▶ [Saved entries]:
..........
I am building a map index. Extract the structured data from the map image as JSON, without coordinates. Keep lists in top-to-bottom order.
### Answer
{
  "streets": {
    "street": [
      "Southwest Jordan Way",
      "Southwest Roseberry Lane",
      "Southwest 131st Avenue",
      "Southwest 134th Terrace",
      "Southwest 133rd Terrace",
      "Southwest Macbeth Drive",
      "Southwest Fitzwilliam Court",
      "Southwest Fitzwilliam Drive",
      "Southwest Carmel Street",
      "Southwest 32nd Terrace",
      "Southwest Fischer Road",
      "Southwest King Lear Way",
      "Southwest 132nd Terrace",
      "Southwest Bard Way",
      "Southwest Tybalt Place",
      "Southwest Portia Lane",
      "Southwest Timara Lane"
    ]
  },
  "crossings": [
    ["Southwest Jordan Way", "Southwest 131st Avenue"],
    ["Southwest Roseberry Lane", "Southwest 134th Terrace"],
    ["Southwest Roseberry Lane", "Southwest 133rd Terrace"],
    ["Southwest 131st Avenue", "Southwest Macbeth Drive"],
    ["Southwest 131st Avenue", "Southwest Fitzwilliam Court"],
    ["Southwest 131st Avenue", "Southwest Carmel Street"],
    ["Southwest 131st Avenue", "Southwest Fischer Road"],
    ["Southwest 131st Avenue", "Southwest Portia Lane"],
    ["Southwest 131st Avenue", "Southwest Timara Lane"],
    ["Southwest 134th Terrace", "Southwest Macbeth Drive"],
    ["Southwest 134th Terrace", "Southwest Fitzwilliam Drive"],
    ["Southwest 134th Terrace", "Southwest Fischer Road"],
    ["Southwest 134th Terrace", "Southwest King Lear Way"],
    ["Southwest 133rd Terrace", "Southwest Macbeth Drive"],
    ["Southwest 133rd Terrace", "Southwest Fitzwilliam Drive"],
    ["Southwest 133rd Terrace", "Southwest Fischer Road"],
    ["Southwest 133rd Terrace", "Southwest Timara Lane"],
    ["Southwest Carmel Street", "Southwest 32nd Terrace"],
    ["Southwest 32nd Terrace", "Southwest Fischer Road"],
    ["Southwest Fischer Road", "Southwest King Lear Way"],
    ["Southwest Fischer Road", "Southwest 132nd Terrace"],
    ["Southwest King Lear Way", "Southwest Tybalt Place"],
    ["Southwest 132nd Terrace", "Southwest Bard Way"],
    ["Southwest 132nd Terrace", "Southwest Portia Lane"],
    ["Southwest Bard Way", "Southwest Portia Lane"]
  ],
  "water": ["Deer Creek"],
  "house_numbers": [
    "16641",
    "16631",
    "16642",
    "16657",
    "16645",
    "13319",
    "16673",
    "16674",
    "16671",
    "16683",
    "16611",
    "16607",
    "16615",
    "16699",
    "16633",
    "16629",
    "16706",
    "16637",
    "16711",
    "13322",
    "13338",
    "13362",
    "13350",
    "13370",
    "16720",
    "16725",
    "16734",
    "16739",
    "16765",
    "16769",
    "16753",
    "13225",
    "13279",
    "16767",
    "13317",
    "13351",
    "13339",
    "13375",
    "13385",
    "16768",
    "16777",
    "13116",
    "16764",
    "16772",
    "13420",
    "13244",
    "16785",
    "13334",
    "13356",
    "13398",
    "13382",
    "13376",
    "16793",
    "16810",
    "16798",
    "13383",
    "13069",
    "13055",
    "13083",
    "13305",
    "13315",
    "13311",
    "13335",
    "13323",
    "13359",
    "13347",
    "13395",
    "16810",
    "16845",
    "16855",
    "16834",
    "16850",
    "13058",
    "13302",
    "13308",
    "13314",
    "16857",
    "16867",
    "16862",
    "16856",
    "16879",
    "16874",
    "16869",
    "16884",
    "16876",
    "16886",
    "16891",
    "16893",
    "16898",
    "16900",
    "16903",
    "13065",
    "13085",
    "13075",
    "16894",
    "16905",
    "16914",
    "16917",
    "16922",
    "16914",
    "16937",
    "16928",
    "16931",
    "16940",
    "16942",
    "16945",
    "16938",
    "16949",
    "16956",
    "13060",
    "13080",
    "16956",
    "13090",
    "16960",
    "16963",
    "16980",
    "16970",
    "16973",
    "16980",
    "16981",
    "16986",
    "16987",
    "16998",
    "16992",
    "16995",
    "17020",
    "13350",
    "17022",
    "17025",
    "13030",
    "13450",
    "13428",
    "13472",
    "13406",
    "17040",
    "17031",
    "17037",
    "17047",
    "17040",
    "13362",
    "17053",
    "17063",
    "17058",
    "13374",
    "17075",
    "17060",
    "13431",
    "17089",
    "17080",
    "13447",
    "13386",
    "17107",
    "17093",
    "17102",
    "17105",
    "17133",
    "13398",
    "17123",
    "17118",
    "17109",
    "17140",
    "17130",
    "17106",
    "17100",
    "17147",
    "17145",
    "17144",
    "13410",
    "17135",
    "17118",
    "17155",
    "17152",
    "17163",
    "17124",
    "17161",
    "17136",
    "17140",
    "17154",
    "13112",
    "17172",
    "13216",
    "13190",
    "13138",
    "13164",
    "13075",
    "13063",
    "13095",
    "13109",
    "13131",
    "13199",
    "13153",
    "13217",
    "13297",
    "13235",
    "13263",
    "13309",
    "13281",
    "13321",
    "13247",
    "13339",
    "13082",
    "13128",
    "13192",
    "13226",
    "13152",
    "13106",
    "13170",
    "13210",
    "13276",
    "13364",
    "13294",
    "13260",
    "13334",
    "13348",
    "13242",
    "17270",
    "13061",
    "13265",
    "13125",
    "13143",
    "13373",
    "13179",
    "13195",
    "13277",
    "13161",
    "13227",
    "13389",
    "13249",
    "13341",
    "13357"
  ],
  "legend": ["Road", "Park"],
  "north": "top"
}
..........
▶ [TASK TO CARRY OUT]: Whenever a line above includes "Avenue", copy it in full.

▶ [ANSWER]:
      "Southwest 131st Avenue",
    ["Southwest Jordan Way", "Southwest 131st Avenue"],
    ["Southwest 131st Avenue", "Southwest Macbeth Drive"],
    ["Southwest 131st Avenue", "Southwest Fitzwilliam Court"],
    ["Southwest 131st Avenue", "Southwest Carmel Street"],
    ["Southwest 131st Avenue", "Southwest Fischer Road"],
    ["Southwest 131st Avenue", "Southwest Portia Lane"],
    ["Southwest 131st Avenue", "Southwest Timara Lane"],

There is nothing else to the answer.